Despite Agnes’ insistence on detailing her own shortcomings, I found her thoroughly “good” yet still quite delightful, like when she has fits of snark. “Climax of horror! actually waiting for their governess!!”(90) she writes when her pupils complain when she’s not ready at their every whim. I suspect that Agnes would chide herself for this kind of thing, but it’s also what makes her human and likable. Otherwise she would be just too perfect, bearing so much mistreatment unrealistically graciously.
On the opposite side of the coin is Rosalie, who reminds me of a girl who bullied me in junior high and the mixed feelings I had when I found her on Facebook many, many years later. Just as Agnes is good, but not totally good, Rosalie is wicked, but not 100% wicked. Rosalie’s biggest flaw is that she can’t empathize with anyone else. As Agnes describes the reactions of Rosalie and her sister to the cottagers on their father’s estate,
“They never in thought exchanged places with them; and, consequently, had no consideration for their feelings, regarding them as an order of beings entirely distinct from themselves.” (77)

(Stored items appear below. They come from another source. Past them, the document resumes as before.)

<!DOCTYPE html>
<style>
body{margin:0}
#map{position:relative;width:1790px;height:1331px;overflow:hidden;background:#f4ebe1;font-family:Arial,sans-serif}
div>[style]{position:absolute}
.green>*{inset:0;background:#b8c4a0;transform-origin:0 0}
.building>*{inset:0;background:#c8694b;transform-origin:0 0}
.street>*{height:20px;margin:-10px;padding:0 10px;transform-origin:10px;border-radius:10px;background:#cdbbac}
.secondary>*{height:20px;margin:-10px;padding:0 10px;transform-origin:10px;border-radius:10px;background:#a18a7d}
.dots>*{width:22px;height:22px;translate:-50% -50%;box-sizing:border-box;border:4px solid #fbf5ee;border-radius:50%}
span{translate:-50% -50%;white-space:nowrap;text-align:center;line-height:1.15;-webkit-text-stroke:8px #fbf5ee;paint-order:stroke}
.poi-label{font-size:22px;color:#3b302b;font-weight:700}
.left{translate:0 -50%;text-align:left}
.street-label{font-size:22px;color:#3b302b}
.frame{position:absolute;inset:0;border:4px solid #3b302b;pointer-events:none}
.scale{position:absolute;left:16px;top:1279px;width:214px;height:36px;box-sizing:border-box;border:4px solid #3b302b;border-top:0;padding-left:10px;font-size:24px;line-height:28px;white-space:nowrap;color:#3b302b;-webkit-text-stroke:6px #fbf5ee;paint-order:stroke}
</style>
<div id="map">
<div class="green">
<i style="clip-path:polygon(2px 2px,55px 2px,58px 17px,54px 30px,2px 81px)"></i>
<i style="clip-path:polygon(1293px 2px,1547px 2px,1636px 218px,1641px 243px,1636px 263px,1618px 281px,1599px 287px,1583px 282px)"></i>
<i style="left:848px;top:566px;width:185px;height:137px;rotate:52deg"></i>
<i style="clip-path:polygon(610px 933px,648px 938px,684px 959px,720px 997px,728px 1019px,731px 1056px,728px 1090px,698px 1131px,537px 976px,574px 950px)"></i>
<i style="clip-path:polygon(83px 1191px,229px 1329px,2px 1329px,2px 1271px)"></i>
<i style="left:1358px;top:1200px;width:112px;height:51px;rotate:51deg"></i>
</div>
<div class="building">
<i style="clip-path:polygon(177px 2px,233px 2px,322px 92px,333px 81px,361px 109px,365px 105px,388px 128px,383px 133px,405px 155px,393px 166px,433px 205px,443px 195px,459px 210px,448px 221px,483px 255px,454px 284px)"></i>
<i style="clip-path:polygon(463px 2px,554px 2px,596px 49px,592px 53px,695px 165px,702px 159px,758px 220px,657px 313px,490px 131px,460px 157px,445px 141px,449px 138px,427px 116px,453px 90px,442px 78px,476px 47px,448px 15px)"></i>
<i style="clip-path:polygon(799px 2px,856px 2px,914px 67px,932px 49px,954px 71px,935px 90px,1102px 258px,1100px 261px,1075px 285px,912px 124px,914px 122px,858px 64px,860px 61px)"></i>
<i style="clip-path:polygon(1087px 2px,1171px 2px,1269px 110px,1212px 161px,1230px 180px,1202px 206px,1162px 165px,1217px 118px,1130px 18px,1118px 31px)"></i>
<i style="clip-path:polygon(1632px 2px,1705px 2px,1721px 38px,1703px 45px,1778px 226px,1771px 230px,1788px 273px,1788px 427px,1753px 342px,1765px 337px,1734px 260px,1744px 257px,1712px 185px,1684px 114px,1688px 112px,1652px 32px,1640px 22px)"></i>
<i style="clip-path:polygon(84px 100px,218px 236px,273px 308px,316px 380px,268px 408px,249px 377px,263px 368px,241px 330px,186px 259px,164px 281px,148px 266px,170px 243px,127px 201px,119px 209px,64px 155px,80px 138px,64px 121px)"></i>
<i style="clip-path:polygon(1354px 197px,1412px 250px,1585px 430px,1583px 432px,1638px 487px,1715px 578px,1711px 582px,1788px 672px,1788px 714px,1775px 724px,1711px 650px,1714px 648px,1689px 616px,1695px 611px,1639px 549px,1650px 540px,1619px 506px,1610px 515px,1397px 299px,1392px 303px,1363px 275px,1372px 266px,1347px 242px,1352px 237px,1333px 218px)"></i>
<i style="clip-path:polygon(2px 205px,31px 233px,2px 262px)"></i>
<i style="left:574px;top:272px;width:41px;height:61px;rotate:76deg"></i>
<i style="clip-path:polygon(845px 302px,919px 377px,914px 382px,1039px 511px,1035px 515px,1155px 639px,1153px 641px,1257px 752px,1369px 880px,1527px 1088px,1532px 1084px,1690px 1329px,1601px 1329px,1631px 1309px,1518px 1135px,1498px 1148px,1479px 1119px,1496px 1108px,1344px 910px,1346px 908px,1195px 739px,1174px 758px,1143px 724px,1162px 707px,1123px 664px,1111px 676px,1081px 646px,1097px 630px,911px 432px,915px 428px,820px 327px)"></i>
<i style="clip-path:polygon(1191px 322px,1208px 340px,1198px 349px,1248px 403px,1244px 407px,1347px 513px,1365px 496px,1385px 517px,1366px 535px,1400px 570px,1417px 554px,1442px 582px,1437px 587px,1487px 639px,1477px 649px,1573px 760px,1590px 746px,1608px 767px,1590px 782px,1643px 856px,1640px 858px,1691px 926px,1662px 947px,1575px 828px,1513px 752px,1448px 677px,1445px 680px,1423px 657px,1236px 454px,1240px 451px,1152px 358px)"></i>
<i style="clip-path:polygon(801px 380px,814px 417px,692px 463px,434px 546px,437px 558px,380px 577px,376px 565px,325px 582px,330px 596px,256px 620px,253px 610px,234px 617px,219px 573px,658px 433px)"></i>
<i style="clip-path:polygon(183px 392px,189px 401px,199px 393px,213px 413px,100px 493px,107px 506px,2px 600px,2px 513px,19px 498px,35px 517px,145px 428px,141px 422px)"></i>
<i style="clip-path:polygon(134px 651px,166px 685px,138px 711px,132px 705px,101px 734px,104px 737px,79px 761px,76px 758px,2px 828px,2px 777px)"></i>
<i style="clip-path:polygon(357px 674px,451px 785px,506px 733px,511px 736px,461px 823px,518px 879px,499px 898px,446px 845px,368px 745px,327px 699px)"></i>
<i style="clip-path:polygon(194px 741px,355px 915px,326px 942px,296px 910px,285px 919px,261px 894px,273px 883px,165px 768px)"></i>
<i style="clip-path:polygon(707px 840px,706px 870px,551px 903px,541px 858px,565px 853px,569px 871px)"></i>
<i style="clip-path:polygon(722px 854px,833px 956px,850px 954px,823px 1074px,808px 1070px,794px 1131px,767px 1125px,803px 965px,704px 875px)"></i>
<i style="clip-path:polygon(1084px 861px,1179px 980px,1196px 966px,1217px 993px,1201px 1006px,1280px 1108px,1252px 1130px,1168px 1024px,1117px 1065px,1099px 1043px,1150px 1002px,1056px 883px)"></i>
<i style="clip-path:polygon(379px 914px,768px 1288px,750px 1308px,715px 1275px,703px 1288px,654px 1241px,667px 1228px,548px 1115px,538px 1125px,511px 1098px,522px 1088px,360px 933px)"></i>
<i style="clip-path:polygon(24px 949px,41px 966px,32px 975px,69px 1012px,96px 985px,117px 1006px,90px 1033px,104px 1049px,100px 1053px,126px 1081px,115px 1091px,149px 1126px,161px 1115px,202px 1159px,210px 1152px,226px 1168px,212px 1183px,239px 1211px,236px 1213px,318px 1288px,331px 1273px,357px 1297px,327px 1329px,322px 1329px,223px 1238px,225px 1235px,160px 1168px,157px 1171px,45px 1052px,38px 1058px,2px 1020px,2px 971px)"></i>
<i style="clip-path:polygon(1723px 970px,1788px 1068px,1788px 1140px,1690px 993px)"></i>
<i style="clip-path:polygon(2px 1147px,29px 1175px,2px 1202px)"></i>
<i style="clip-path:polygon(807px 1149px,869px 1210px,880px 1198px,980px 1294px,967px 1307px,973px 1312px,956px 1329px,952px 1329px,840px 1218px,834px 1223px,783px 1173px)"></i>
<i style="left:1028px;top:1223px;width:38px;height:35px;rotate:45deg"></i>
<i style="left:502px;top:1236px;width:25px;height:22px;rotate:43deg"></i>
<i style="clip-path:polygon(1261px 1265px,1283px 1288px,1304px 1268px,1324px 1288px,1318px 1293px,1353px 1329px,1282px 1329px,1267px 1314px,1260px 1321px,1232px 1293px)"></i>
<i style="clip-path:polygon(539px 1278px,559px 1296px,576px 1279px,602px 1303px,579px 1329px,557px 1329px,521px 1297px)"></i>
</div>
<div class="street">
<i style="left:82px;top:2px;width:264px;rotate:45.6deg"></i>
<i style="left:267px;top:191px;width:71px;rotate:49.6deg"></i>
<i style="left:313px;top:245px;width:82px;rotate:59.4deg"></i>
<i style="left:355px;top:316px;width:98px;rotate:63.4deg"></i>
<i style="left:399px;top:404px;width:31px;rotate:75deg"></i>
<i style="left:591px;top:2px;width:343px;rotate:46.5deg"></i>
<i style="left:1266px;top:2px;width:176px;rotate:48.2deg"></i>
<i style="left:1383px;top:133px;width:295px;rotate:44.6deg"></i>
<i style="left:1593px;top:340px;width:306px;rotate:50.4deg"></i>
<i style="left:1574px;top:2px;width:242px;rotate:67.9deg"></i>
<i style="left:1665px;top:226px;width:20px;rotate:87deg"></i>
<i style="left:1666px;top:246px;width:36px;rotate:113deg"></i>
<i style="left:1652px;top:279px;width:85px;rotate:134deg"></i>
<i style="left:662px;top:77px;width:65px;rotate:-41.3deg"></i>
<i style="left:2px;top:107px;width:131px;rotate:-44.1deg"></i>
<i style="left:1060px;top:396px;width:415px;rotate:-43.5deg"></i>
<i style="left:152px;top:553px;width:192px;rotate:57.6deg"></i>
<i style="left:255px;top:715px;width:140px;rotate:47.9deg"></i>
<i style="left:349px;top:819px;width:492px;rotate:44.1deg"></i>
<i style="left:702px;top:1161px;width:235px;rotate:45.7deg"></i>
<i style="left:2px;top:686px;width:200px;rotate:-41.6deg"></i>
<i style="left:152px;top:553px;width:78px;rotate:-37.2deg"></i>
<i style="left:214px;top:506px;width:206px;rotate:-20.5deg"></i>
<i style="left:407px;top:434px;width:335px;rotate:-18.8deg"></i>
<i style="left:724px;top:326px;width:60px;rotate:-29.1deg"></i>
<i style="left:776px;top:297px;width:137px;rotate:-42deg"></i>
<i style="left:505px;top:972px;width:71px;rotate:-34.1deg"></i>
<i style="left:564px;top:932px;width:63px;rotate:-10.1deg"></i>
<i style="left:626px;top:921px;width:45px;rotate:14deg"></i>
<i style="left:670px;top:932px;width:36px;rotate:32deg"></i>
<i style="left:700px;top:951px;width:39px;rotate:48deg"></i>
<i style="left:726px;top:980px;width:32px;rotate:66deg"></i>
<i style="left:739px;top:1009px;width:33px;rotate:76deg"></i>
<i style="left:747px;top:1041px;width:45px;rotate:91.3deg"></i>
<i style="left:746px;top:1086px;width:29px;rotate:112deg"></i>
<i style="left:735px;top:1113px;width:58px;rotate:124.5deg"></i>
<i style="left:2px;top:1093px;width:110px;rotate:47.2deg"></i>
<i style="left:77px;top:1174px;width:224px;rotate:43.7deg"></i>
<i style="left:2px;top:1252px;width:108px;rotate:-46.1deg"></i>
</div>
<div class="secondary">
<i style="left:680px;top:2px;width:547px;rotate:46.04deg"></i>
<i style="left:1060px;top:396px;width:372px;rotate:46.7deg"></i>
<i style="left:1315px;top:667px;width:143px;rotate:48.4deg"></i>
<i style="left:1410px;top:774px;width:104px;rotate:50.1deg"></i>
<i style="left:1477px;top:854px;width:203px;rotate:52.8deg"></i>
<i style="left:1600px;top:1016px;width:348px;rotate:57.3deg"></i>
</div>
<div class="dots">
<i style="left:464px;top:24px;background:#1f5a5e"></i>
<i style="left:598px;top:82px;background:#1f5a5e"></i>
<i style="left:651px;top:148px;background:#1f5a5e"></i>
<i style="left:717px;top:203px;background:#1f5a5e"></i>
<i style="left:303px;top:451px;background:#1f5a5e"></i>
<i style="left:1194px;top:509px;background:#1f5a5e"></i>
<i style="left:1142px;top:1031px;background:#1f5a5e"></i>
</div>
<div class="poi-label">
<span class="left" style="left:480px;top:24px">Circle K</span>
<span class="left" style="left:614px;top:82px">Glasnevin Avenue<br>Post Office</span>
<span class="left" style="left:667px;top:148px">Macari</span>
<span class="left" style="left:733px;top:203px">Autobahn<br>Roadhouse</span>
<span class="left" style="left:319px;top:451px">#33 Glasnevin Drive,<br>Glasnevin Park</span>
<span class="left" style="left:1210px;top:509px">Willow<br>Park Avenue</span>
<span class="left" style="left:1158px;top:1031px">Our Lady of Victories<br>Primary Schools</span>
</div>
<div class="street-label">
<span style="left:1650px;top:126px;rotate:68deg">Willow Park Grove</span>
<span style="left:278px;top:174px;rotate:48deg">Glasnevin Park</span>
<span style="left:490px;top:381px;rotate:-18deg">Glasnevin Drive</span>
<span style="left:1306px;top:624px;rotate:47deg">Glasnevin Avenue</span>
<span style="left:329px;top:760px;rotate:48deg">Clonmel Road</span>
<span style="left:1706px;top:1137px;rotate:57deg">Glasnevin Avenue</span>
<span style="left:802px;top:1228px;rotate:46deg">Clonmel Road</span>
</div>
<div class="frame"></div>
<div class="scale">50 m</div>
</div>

Without the ability to put herself in anyone else’s place, she’s never able to make a true connection with another person, and this is part of what makes her a sympathetic character despite quotes like this: “I can’t centre all my hopes in a child; that is only one degree better than devoting oneself to a dog.” (162)
When I started writing this review, I had given this book three stars, but by the time I got to the third paragraph, I bumped it up to four stars. By then I’d realized how much I really did enjoy the book. Time will tell whether it will stick with me or not, but even if I forget a lot of it, I hope I remember this quote, which I find amusing just for the list it contains: “…between carts and horses, and asses, and men, there was little room for social intercourse…” (168) It seems to describe how I often feel in busy social situations.